Saturday, March 10, 2012

AND.....there was pizza.



by contributor Wendy Gordon

What’s black and white and read all over?  OK.......let’s try this:  What’s got 10 or more legs, plays music (or a reasonable facsimile) and is read all over? 

If it’s Friday, it must be Journopalooza IV. 

Hosted the last several years at the National Press Club, year IV saw the event moved to The Hamilton in their underground music venue -  better stage, better food, better….music?  Indeed. 


Suspicious Package
This year, the event that brings together the area’s best ‘Journo-bands’, was better than ever…......AND there was pizza, sushi and all the accoutrements.  Most importantly, of course, there was the music in the form of live journopalistic performances from the likes of those of the Sunlight Foundation, The Washington Post, Politico, government watchdogs and the occasional flack and broadcast outlet.   

One night, seven bands, one stage….. (as the marketing material touts) all composed of journalists and related professionals; all vying for the dubiously coveted title of  "Best Journo-Band.”   

This year’s crop of contenders included Dirty Bomb featuring congressional correspondent Andy Sullivan on guitar and vocals; economic correspondent Mark Felsenthal on guitar and TV producer Kat Jackson on vocals.........................

Lethal Bark, with WaPo cartoonist Tom Toles on drums; bassist Pat Kehs, the lighting director for NBC’s Meet The Press with David Gregory and owner of Prime Lens Productions, Inc., Keyboardist Lee Drutman, a senior fellow and data journalist at the Sunlight Foundation and adjunct professor at The Johns Hopkins University Center for Advanced Governmental Studies; Emilie Stander, a AAAS  Science and Technology Policy fellow at the US Agency for International Development; Isabella Varnish, Politico’s media scribe; Keach Hagey and Amy Schildge..............

Nobody’s Business with award-winning McClatchy correspondent Jonathan Landay; Gordon Witkin, a watchdog with the investigative journalists at the Center for Public Integrity; Washington Post staff writer Frederick Kunkle; International Monetary Fund member Paul Ashin; Joe “The Shadow“ Hodges, a scientist at the National Institute of Standards and Technology, and lead singer Melissa Bronez............  

Paddy Goes West highlighting Tom Guay, editor of Environmental Compliance Alert for Progressive Business Publications; Dennis Dunlavey, Senior Washington Editor, ABC News; Tom Dunlavey, Managing Editor at CNN Washington and freelance copywriter Ken Norkin.

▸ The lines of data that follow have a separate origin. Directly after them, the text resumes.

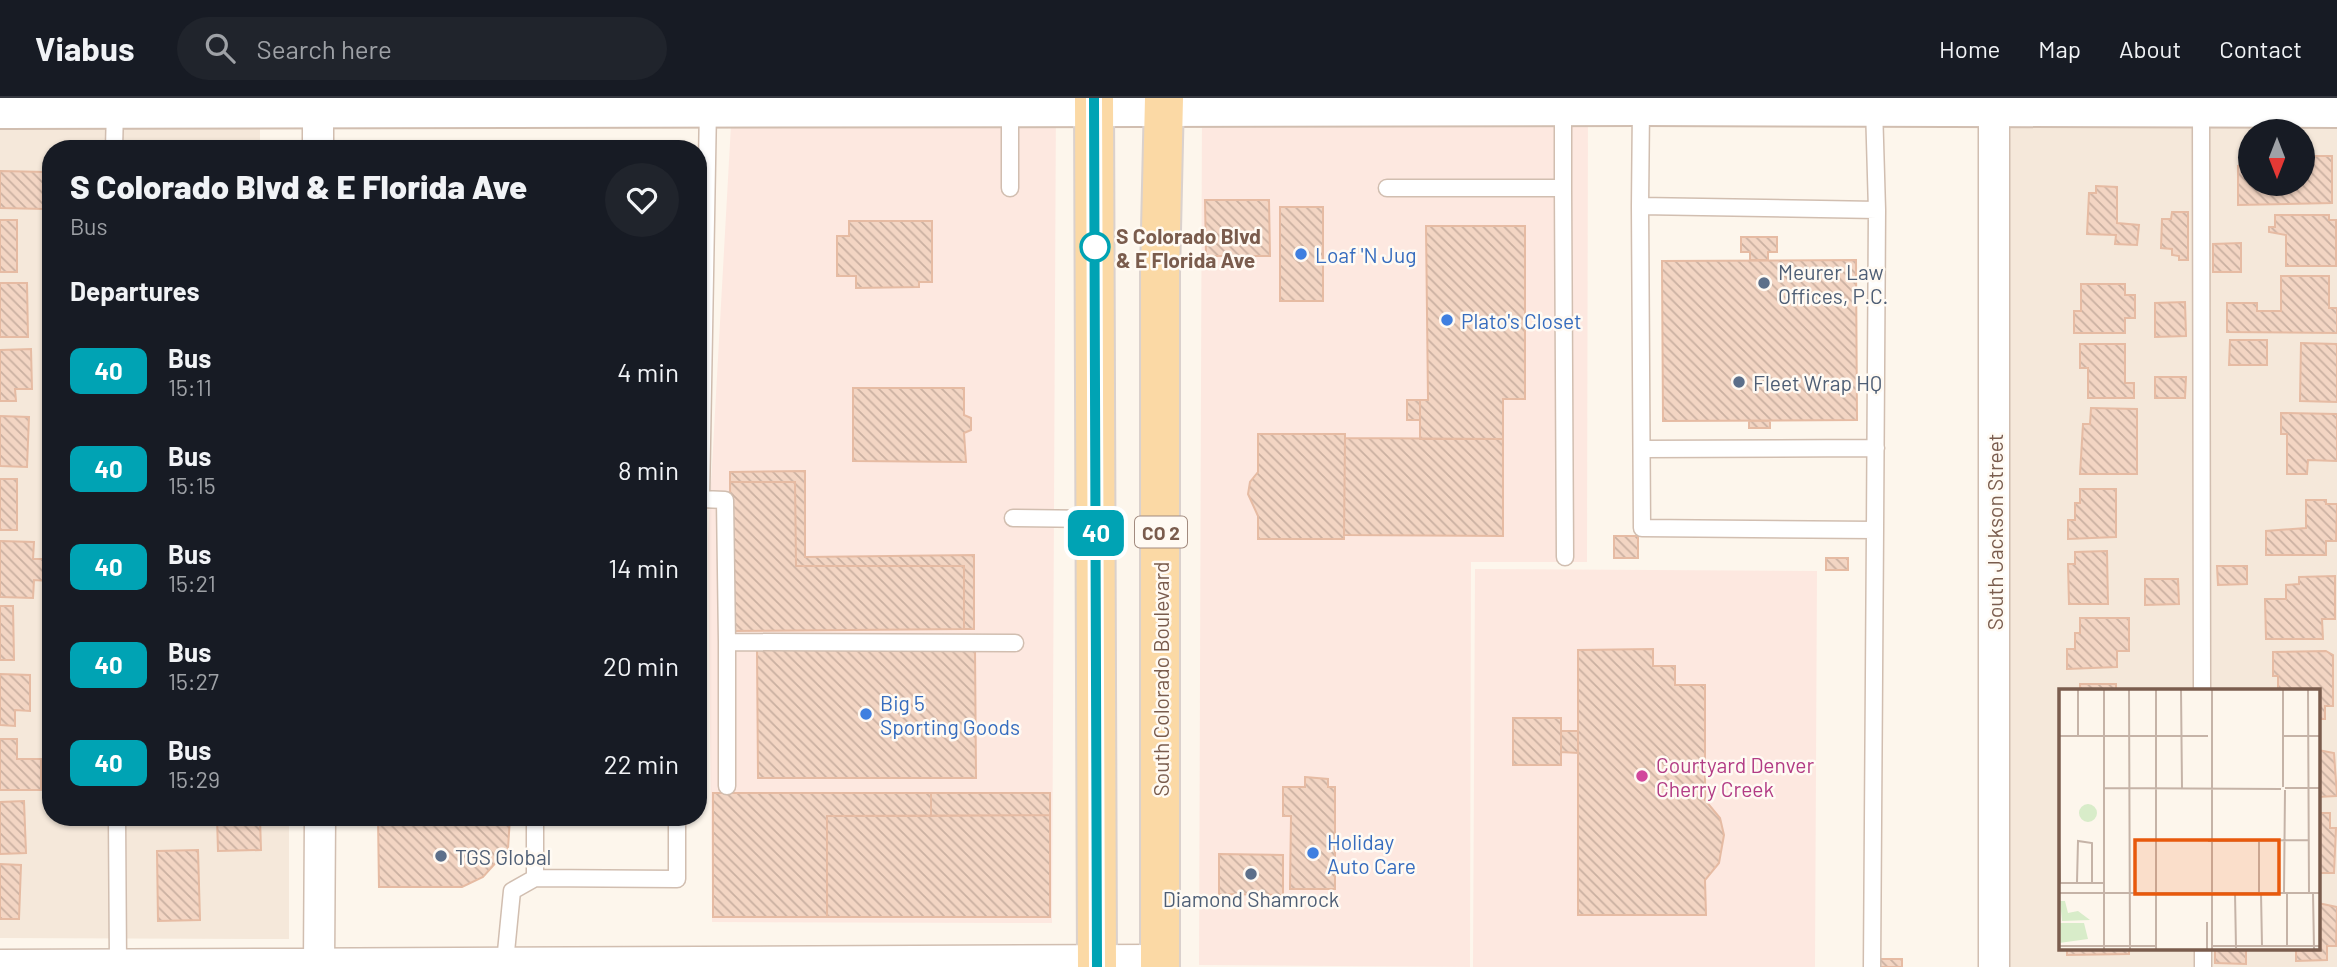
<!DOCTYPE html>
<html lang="en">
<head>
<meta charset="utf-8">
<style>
	body { margin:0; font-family:Barlow,sans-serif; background:#20242c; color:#f1f3f6; height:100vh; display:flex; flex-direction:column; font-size:26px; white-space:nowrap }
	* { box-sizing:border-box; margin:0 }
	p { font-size:23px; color:#9ea1a6 }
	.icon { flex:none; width:38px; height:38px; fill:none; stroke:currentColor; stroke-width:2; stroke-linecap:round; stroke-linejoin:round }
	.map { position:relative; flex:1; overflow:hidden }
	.sheet { position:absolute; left:42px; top:42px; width:665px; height:686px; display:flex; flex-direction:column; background:#171b24; border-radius:28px; box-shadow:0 2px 5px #0004 }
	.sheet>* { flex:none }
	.badge { padding:0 14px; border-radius:10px; font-size:24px; line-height:46px }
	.needle { width:46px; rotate:180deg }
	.controls { position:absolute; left:2238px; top:21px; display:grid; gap:14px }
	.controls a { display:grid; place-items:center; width:77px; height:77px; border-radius:50%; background:#171b24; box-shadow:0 2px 5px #0004; font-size:35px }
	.map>.badge { position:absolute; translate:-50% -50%; box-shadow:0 0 0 4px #fff }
	h2 { padding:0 28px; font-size:26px; line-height:63px }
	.round { display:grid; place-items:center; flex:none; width:74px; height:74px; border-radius:37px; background:#20242c }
	.summary { display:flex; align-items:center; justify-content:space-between; height:119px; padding:0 28px }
	h1 { font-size:33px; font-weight:800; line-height:52px }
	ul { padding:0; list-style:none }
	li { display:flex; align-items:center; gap:21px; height:98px; padding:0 28px }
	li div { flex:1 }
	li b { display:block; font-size:26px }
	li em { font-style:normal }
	li .badge { min-width:77px; font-weight:700; text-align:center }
	header { display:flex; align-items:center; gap:42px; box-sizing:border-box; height:98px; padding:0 35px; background:#171b24; border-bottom:2px solid #363941 }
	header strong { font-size:33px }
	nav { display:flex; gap:38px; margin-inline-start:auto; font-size:24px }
	.search { width:490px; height:63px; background:#20242c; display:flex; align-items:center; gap:18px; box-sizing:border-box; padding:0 24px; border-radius:38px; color:#9ea1a6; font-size:26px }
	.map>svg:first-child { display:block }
	.residential { fill:#f5e8da; fill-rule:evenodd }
	.commercial { fill:#fde8e0 }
	.building { fill:url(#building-back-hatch); stroke:#e6bba3; stroke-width:2 }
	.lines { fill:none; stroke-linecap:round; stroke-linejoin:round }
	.service-casing { stroke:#d1beb0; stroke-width:19 }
	.minor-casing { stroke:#d1beb0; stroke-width:33 }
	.tertiary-casing { stroke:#d1beb0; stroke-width:42 }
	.primary-casing { stroke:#dad1cd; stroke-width:42 }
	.service { stroke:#fff; stroke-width:16 }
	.minor { stroke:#fff; stroke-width:30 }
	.tertiary { stroke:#fff; stroke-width:38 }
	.primary { stroke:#fbd9a5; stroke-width:38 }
	.line-casing { stroke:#fff; stroke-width:16 }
	.line { stroke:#00a3b4; stroke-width:10 }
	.stop-dot { fill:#fff; stroke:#00a3b4; stroke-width:3.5 }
	.shop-dot { fill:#3f7fe0; stroke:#fffaf3; stroke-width:2.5 }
	.service-dot { fill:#5c6f8a; stroke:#fffaf3; stroke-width:2.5 }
	.hotel-dot { fill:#d1479c; stroke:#fffaf3; stroke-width:2.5 }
	.labels { text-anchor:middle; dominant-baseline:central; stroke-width:5; stroke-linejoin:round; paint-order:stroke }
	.shield { fill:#fffaf3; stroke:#a28b7f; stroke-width:2 }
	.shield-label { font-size:19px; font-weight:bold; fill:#7a5c4d }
	.stop-label { font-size:21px; font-weight:bold; fill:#7a5c4d; stroke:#fffaf3; text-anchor:start }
	.shop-label { font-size:21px; fill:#366cbe; stroke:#fffaf3; text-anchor:start }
	.service-label { font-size:21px; fill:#4e5e75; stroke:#fffaf3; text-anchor:start }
	.street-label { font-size:21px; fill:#7a5c4d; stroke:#fffaf3 }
	.hotel-label { font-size:21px; fill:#b23c85; stroke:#fffaf3; text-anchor:start }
	.inset-road { fill:none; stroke:#c5b3a7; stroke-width:2 }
	.view { fill:#e8590c; fill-opacity:0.15; stroke:#e8590c; stroke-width:3.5 }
	.inset-edge { fill:none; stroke:#7a5c4d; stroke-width:3.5 }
</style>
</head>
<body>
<header>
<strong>Viabus</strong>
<div class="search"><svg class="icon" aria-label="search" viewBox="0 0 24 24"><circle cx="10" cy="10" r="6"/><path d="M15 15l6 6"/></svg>Search here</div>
<nav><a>Home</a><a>Map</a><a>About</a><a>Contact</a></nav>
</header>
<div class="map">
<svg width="2337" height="869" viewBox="0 0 2337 869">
	<defs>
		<pattern id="building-back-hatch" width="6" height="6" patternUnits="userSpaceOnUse" patternTransform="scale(1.75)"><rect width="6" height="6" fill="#f3d5c3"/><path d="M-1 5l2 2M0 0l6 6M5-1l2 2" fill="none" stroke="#cab0a1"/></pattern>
	</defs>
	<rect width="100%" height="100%" fill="#fdf6ec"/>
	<!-- residential -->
	<path class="residential" d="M0,0H260V42H293V51H51V719H289V841L0,840Z
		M2011,0H2337V869H1991ZM2250,33H2303V86H2250ZM2060,592H2318V850H2060Z"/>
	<!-- commercial -->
	<path class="commercial" d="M1056,0L1052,825L712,824L708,440L732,9Z
		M1202,0H1588L1587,464H1471L1470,869L1199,867Z
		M1475,471L1817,473L1815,869H1473Z"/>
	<!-- building -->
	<path class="building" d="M2303,58H2332V105L2238,107V68L2250,67V86H2303Z
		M0,73L46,74L45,111L0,110Z
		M2096,88L2117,89V125L2139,127L2137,147L2115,146L2116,137L2087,136L2089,95H2096Z
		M1205,102H1269L1270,158H1206Z
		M1280,109H1323V203H1280Z
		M2172,114H2188V162H2179V158L2172,157V151L2161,150L2162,121H2171Z
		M2275,117H2329V122H2336V168H2286V137L2269,134V129H2275Z
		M0,122H17V174H0Z
		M849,123H932V184H919V189L856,190V178H837V138H849Z
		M1426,128H1525V301H1503V341H1420V302H1428Z
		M1741,139H1777V154H1768V162H1750V154H1741Z
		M2241,145V174H2213V146Z
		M1856,162L1857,322L1663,323L1662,163Z
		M2281,178H2329V210H2337V235L2227,234V205H2257V213H2281Z
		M0,185H27L28,239H0Z
		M2081,186H2125V197H2135V220H2125V235H2074V213H2081Z
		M2185,204L2186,238L2155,239V205Z
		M2230,242H2267V267H2229Z
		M2301,245L2337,246V304L2300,303Z
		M2080,246H2125V285H2134V300H2088V270H2080Z
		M31,251L32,291H15L16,303H0V252Z
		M2155,279H2186L2185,300H2155Z
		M853,290H964V317L971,320V332L964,335L966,364L853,363Z
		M1407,302H1420V322H1407Z
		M2091,310L2137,311V376H2080L2083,326H2090Z
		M2281,315L2337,316V363L2308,362L2307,376H2287V336H2281Z
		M0,318L29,319L27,369L0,368Z
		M1749,323H1770V330H1749Z
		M1258,336H1345L1344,441H1258V418L1248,396L1250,384L1258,374Z
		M1345,340L1503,341V438L1344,437Z
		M805,373V459L974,457V531H964V468H796L795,384H730V374Z
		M0,381H17V432H0Z
		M730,384H795L796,468H964V531L731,533Z
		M2080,391H2116V439L2068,441V422H2075V405H2080Z
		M2306,402H2326V406H2337L2336,443H2326V457H2266V433L2306,430Z
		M1614,438H1638V460H1614Z
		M0,443L34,444L33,461H49L48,483L34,482L33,500L0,499Z
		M2107,453L2108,506H2069L2068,466H2075V454Z
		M1826,460H1848V472H1826Z
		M2217,468H2247V486L2218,487Z
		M2335,478V521H2322L2323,541H2266L2265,501H2286V487L2299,486V479Z
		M2145,481H2178L2179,506L2145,507Z
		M0,508H13L14,562H0Z
		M2080,520H2129V553H2117V569L2067,571V551H2075V535H2080Z
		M975,550L976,680H758L757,551Z
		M1653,551V568H1675V587H1705V702L1720,720L1724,737L1719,765L1705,782L1706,817H1578V552Z
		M2326,553L2333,557V608H2325V621H2318V592H2278V578H2273V554Z
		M0,576L30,577V613L15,612V628L0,627Z
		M2080,586H2116V591L2129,592H2080Z
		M1513,620H1561V667H1513Z
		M1561,633H1578V655L1561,654Z
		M0,641H17V661H41V692H0Z
		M2318,652L2334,655L2337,698L2318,699Z
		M1305,679L1328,681V689H1335V791H1290L1291,718H1283V689H1305Z
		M713,695H931V718H827V819H713Z
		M931,695H1050V717L931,718Z
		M24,703L26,755L0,756V704Z
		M2318,715H2330V730H2336L2334,775H2318Z
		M1050,717V819H827V718Z
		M217,719H260L261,752L218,753Z
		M378,719H510L508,751L483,779L462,789H379Z
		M198,752L200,822L158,823L157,753Z
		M1219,756L1283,757V797L1219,796Z
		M0,766L21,767L19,821H0Z
		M2318,805L2337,809L2336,848H2327V862L2296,863V850H2318Z
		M2067,850H2129V856L2067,857Z
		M2215,850H2246V866L2215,865Z
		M1877,861H1902V869H1877Z"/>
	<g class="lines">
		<!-- service casing -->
		<g class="service-casing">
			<path id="service" d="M2201,7L2202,592
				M1641,8L1640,108L1877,112L1874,9
				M114,51L115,11
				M1010,90V9
				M1387,90H1563V9
				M1563,90L1565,459
				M1640,108L1642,430L1875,432L1877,112
				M1642,351L1876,350
				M698,401H701L708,9
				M701,401L725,402L727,544
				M1013,420L1096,421
				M727,688V544L1015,545
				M117,719L118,866
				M535,719V780
				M2203,850V869
				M505,864L512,793L535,780L677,781V719
				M1872,869L1875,432"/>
		</g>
		<!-- minor casing -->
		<g class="minor-casing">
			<path id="minor" d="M1994,0V869
				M318,10V51
				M319,865L320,719
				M0,867L1160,862"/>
		</g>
		<!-- tertiary casing -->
		<g class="tertiary-casing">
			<path id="tertiary" d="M0,11L1641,8L2337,10"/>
		</g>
		<!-- primary casing -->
		<g class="primary-casing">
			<path id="primary" d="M1094,0L1097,869
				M1160,869V176L1164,0"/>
		</g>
		<!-- service -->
		<use href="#service" class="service"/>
		<!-- minor -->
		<use href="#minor" class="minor"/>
		<!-- tertiary -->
		<use href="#tertiary" class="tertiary"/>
		<!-- primary -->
		<use href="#primary" class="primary"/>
	</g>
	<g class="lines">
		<!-- line casing -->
		<g class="line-casing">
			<path id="line" d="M1094,0L1097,869"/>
		</g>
		<!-- line -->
		<use href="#line" class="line"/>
	</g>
	<!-- markers -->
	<circle class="stop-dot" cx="1095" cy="149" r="14"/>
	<g class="shop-dot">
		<circle cx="1301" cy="156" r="7"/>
		<circle cx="1447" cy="222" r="7"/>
		<circle cx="866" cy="616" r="7"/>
		<circle cx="1313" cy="755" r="7"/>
	</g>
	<g class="service-dot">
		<circle cx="1764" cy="185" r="7"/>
		<circle cx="1739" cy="284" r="7"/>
		<circle cx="441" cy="758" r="7"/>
		<circle cx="1251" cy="776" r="7"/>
	</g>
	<circle class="hotel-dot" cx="1642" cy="678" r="7"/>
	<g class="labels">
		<!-- shield labels -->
		<rect class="shield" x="1135" y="418.5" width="52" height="31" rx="5"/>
		<g class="shield-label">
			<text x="1161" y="434">CO 2</text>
		</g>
		<!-- stop labels -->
		<g class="stop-label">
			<text x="1116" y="137">S Colorado Blvd<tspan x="1116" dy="24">&amp; E Florida Ave</tspan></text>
		</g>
		<!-- shop labels -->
		<g class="shop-label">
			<text x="1315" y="156">Loaf 'N Jug</text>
			<text x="1461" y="222">Plato's Closet</text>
			<text x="880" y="604">Big 5<tspan x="880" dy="24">Sporting Goods</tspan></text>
			<text x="1327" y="743">Holiday<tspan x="1327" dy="24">Auto Care</tspan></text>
		</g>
		<!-- service labels -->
		<g class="service-label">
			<text x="1778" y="173">Meurer Law<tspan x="1778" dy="24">Offices, P.C.</tspan></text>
			<text x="1753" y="284">Fleet Wrap HQ</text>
			<text x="455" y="758">TGS Global</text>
			<text x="1251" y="800" text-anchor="middle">Diamond Shamrock</text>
		</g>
		<!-- street labels -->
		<g class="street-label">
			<text transform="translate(1994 434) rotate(-90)">South Jackson Street</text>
			<text transform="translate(1160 581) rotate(-90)">South Colorado Boulevard</text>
		</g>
		<!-- hotel labels -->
		<g class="hotel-label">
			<text x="1656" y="666">Courtyard Denver<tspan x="1656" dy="24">Cherry Creek</tspan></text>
		</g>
	</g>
	<!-- overview -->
	<g transform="translate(2059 591)">
		<rect width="261" height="261" fill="#fdf6ec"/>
		<path d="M20 124a9 9 0 1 1 18 0a9 9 0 1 1-18 0ZM1,212H6L9,224L19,222L31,231L3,232ZM0,234H25L29,250L0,254Z" fill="#d8ecc9"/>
		<path class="inset-road" d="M70,0L71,260M97,0V260M122,0L123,99M249,0L250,204M0,47H149M19,47V0M224,47H261M224,98V0M45,99L222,100M226,99H261M149,152L249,151M200,152V204M0,153L1,194M18,193L19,152L33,154V193M0,194H45M0,204H261M176,204L177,259M202,204L203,257M225,204L226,101M228,204V257M254,204L255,260M0,257H97M153,257H261M45,260V0M148,260V233M153,260V0"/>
		<path class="view" d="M76,151H220V205H76Z"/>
		<rect width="261" height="261" class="inset-edge"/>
	</g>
</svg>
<div class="controls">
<a><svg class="needle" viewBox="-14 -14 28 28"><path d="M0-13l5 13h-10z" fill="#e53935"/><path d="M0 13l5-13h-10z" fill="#9ea1a6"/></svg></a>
</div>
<b class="badge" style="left:1096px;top:435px;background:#00a3b4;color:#fff">40</b>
<section class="sheet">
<div class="summary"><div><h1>S Colorado Blvd &amp; E Florida Ave</h1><p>Bus</p></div><a class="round"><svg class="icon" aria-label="heart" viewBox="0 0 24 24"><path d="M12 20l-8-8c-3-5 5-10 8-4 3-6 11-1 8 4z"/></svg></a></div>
<h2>Departures</h2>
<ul>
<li><span class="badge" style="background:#00a3b4;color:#fff">40</span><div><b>Bus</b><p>15:11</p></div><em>4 min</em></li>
<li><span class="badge" style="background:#00a3b4;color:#fff">40</span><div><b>Bus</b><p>15:15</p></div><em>8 min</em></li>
<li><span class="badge" style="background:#00a3b4;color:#fff">40</span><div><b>Bus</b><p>15:21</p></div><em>14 min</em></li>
<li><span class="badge" style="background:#00a3b4;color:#fff">40</span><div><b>Bus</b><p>15:27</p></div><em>20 min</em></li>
<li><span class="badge" style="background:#00a3b4;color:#fff">40</span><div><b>Bus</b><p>15:29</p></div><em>22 min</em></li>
</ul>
</section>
</div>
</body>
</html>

Stepping Stones with the Washington Post’s John Kelly and Dan de Vise; Tim Brennan, a professor of public policy at the University of Maryland-Baltimore County and senior fellow at Resources for the Future and Chuck Dolan who is a software developer specializing in database-backed Web applications for commercial and government clients...........................
 

Christina Sevilla at a January bash
The Charm Offensive, with Chris Lehmann, a veteran journalist who is co-editor of Book Forum, senior editor of The Baffler and a widely published freelancer; Meg Guroff who edits features at AARP The Magazine, teaches non-fiction writing at the Johns Hopkins and publishes the website Power Moby-Dick; Mike Blau, a software engineer at NASA’s Goddard Space Flight Center and Geordie Grindle of Mandiant......... and last year’s winning band and always a crowd favorite, Suspicious Package composed of Tom Toles, making his second appearance of the evening; former TIME and Bloomberg correspondent Tim Burger; Medill National Security Journalism Initiative Director Josh Meyer; Deputy Assistant Secretary of Housing and Urban Development Bryan Greene and Deputy Assistant U.S. Trade Representative Christina Sevilla.  All this and hosted by local Hip Hop artist Christylez Brown too.    

Quite the accomplished group of musicians, all--The Beatles have nothing on all of you.  Um…rock on?  
 
Of course it isn’t only the smell of the greasepaint and the roar of the crowd that brings these folks together.  This event benefits charities such as Writopia Lab,  a non-profit organization that holds after-school, weekend, and summer creative writing workshops for kids ages 8 to 18. The DC branch of Writopia Lab opened in 2009 and has thus far worked with writers from over 130 schools around Greater Washington and REACH Inc., who trains and hires and promotes literacy.  We love our laptop wielding colleagues—they’re givers.